It's hard to know if Obama genuinely thought his luncheon visit would melt some of the partisan iciness. Several Republican senators and aides in the room said he seemed to be going through the motions, not making real efforts at consensus.
COMMENT: We're shocked that anyone would accuse Barack Obama of a lack of sincerity. Choke now.
May 25, 2010 Permalink
STUNNING – AT 9:41 A.M. ET: Day by day, we've watched the president's approval drop dramatically in the Rasmussen poll, ending the period of stability that he enjoyed. Today's report should be especially alarming to the White House:
The Rasmussen Reports daily Presidential Tracking Poll for Tuesday shows that 24% of the nation's voters Strongly Approve of the way that Barack Obama is performing his role as president. Forty-four percent (44%) Strongly Disapprove, giving Obama a Presidential Approval Index rating of -20.
Overall, 42% of voters say they at least somewhat approve of the president's performance. That is the lowest level of approval yet measured for this president. Fifty-six percent (56%) now disapprove of his performance.
COMMENT: The midterms are five months away. The president's approval rating will affect Democratic performance. Yes, of course that rating can improve, but it's hard to see how. What victories are on the horizon?
The Dems argue that the economy is improving, but where? And Obama's groveling to President Calderon of Mexico last week reminded voters of who he really is.
And yet, Republicans have no reason to feel completely confident. Many GOP candidates are weak, and the party still lacks an overall program. An opportunity taken, or an opportunity missed? It's up to the GOP. The races that will decide whether the Republicans take control of Congress will probably be decided by a few points. There's work to be done. The president's bumbling can't do it all for us.
May 25, 2010 Permalink
GRIM, AND MORE GRIM – AT 9:17 A.M. ET: The private economy is shrinking, the public economy is growing. From USA Today:
Paychecks from private business shrank to their smallest share of personal income in U.S. history during the first quarter of this year, a USA TODAY analysis of government data finds.
At the same time, government-provided benefits — from Social Security, unemployment insurance, food stamps and other programs — rose to a record high during the first three months of 2010.
Those records reflect a long-term trend accelerated by the recession and the federal stimulus program to counteract the downturn. The result is a major shift in the source of personal income from private wages to government programs.
The trend is not sustainable, says University of Michigan economist Donald Grimes. Reason: The federal government depends on private wages to generate income taxes to pay for its ever-more-expensive programs. Government-generated income is taxed at lower rates or not at all, he says. "This is really important," Grimes says.

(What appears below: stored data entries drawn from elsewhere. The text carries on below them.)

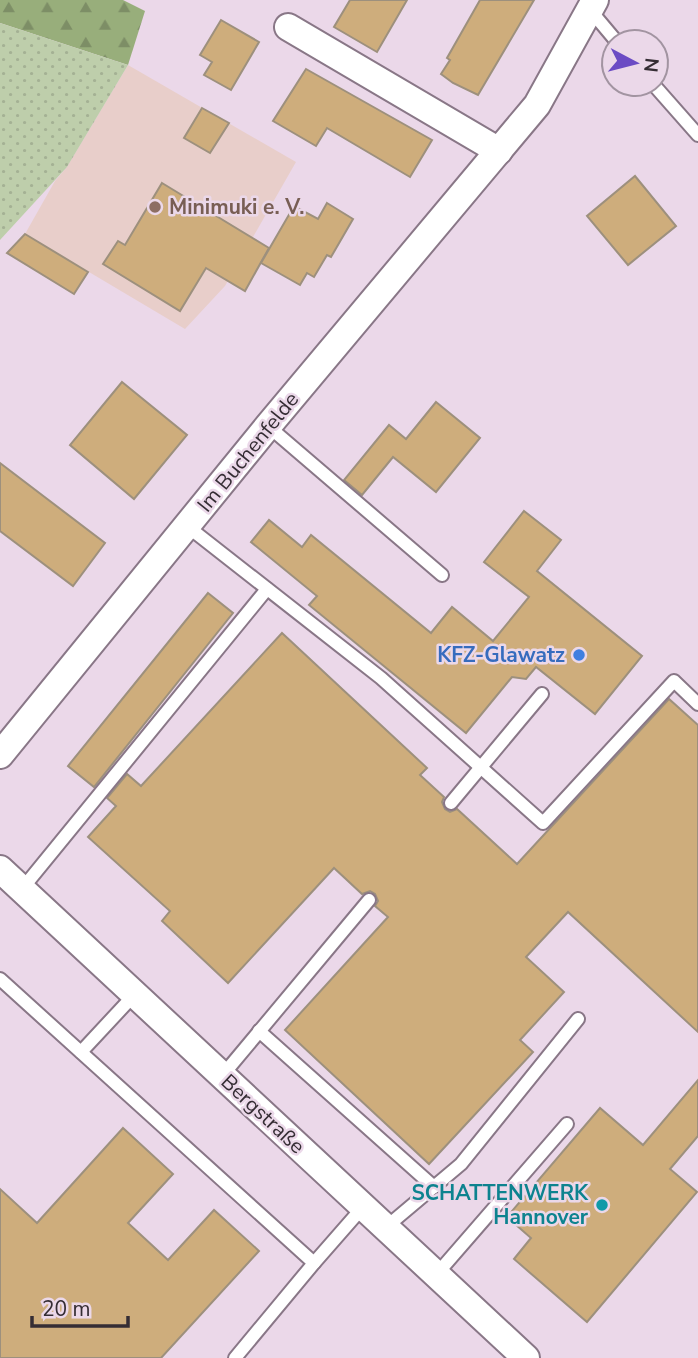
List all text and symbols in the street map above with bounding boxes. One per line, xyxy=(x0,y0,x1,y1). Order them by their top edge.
north arrow xyxy=(600,28,670,98)
text: N xyxy=(637,56,665,74)
place label: Minimuki e. V. xyxy=(169,193,304,221)
marker: Minimuki e. V. xyxy=(147,199,163,215)
street label: Im Buchenfelde xyxy=(191,386,305,518)
place label: KFZ-Glawatz xyxy=(437,641,565,669)
marker: KFZ-Glawatz xyxy=(571,647,587,663)
street label: Bergstraße xyxy=(215,1068,311,1160)
place label: SCHATTENWERK Hannover xyxy=(411,1179,589,1231)
marker: SCHATTENWERK Hannover xyxy=(594,1197,610,1213)
scale bar xyxy=(32,1284,128,1328)
text: 20 m xyxy=(42,1295,91,1323)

COMMENT: What isn't reported here is that median government salaries now exceed median private salaries. We are becoming Europe. Is that what America voted for?
May 25, 2010 Permalink
I'M SHOCKED, SHOCKED, THAT BIAS IS GOING ON HERE – AT 8:42 A.M. ET: It has been discovered that colleges and universities are biased toward the left when it comes to inviting commencement speakers. I did not know that. From the Washington Times:
The Obamaites are proving a much bigger hit than the Bushies ever were on the cap-and-gown circuit.
A survey by the conservative Young America's Foundation found that nine officials from the Obama administration have been invited to speak at commencement exercises at the nation's 100 top-ranked universities this spring alone — compared with 14 officials from the administration during President George W. Bush's eight years in office.

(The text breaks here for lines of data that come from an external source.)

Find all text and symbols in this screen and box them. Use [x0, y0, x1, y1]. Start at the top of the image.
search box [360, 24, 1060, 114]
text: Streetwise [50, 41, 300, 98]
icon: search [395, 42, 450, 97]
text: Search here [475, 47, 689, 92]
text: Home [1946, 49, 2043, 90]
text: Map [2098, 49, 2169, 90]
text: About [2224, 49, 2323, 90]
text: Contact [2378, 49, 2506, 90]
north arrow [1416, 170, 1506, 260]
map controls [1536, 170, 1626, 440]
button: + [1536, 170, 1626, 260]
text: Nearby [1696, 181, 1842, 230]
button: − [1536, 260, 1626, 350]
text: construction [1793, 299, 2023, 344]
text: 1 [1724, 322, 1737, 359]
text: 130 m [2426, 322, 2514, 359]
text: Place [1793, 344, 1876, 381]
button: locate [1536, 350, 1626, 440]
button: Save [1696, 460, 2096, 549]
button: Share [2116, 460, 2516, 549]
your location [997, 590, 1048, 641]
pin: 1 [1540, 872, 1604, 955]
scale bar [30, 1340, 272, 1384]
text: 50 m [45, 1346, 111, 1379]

Foundation officials say the results, part of an annual survey conducted for the past 17 years, show that the liberal dominance of graduation day has only increased under President Obama.

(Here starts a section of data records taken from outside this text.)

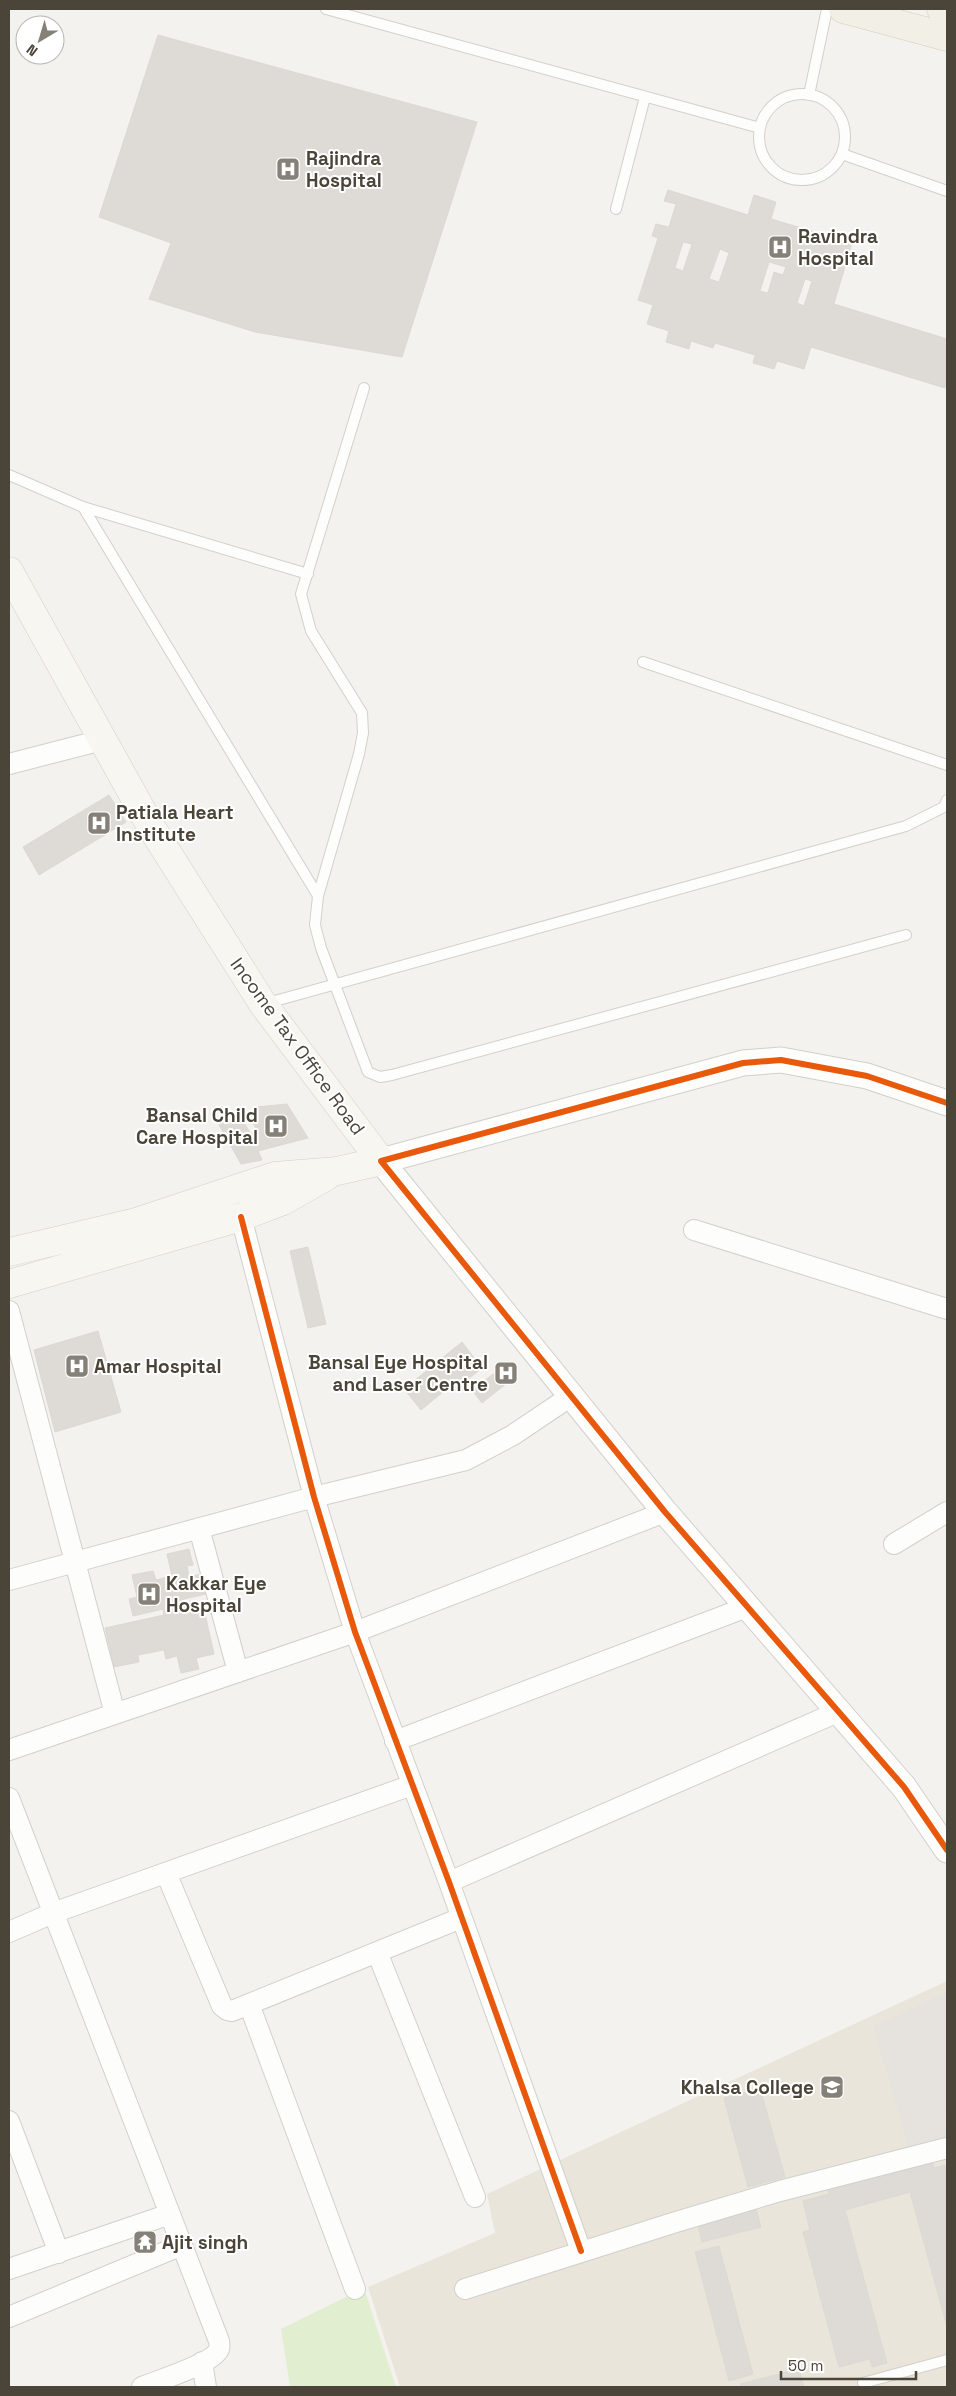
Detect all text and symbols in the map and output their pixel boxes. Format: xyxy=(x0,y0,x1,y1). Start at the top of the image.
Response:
north arrow xyxy=(15,15,65,65)
text: N xyxy=(23,40,41,60)
place label: Rajindra Hospital xyxy=(306,146,382,193)
hospital icon: Rajindra Hospital xyxy=(275,156,301,182)
place label: Ravindra Hospital xyxy=(798,224,878,271)
hospital icon: Ravindra Hospital xyxy=(767,234,793,260)
place label: Patiala Heart Institute xyxy=(116,800,234,847)
hospital icon: Patiala Heart Institute xyxy=(86,810,112,836)
street label: Income Tax Office Road xyxy=(225,953,370,1140)
place label: Bansal Child Care Hospital xyxy=(136,1103,258,1150)
hospital icon: Bansal Child Care Hospital xyxy=(263,1113,289,1139)
place label: Bansal Eye Hospital and Laser Centre xyxy=(308,1350,488,1397)
hospital icon: Amar Hospital xyxy=(64,1353,90,1379)
place label: Amar Hospital xyxy=(94,1354,222,1379)
hospital icon: Bansal Eye Hospital and Laser Centre xyxy=(493,1360,519,1386)
place label: Kakkar Eye Hospital xyxy=(166,1571,267,1618)
hospital icon: Kakkar Eye Hospital xyxy=(136,1581,162,1607)
school or university icon: Khalsa College xyxy=(819,2074,845,2100)
place label: Khalsa College xyxy=(681,2075,814,2100)
temple icon: Ajit singh xyxy=(132,2229,158,2255)
place label: Ajit singh xyxy=(162,2230,248,2255)
scale bar xyxy=(781,2348,916,2380)
text: 50 m xyxy=(788,2356,823,2375)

Who woulda guessed it? Colleges are on the left?
Despite disclaimers from university officials, Evan Gassman, program officer at the Young America's Foundation, said there is no denying that a bias exists.
"You can see there is a trend," he said. "Every single year for the past 17 years, these commencement speeches have contained over 50 percent of liberal ideologies, where conservatives are left out of the conversation."
He added, "You'd think that the officials at the Obama administration would be dealing with the war in Iraq or the 9.5 percent unemployment rate, but it seems they're all tied up. You think they're busy but they're not."
COMMENT: This story is more than just a curiosity. I've long believed that some people in government, and a large number in journalism, angle for those commencement invitations and those honorary degrees. Careers, and career judgments, can easily be compromised.
There's an old saying that there are million-dollar-a-year executives who'd give anything just to walk down an aisle with a sixty-thousand-a-year college professor. It's true. It's always been true. Colleges have ideological influence, and it isn't always healthy.
May 25, 2010 Permalink
KOREAN TENSIONS GROW – AT 8:23 A.M. ET: While Americans are thinking ahead to the Memorial Day weekend, a crisis brews on the Korean peninsula. Question: How far will we be pushed this time? From AP:
SEOUL, South Korea - Tensions on the Korean peninsula soared Tuesday as North Korea's leader reportedly ordered troops ready for combat and the South resumed propaganda broadcasts into the North in retaliation for the deadly sinking of a warship.
A North Korean monitoring group said Tuesday that North Korean leader Kim Jong Il last week ordered his 1.2 million-member military to get ready for combat, shortly after South Korea officially blamed his regime for the March 26 sinking of its warship Cheonan.
The South's restarting of psychological warfare operations was among measures it announced Monday, along with slashing trade, to punish Pyongyang for the March torpedo strike that sank a navy warship and killed 46 sailors.
The U.S. has thrown its full support behind South Korea's moves to retaliate, which also include bringing North Korea before the U.N. Security Council. China — North Korea's main ally and aid provider and a veto-wielding member of the Security Council — has so far done little but urge calm on all sides.
COMMENT: We will now see what "full support" means. This is Obama we're talking about. He knows there's plenty of room under that bus should he decide to throw another ally there.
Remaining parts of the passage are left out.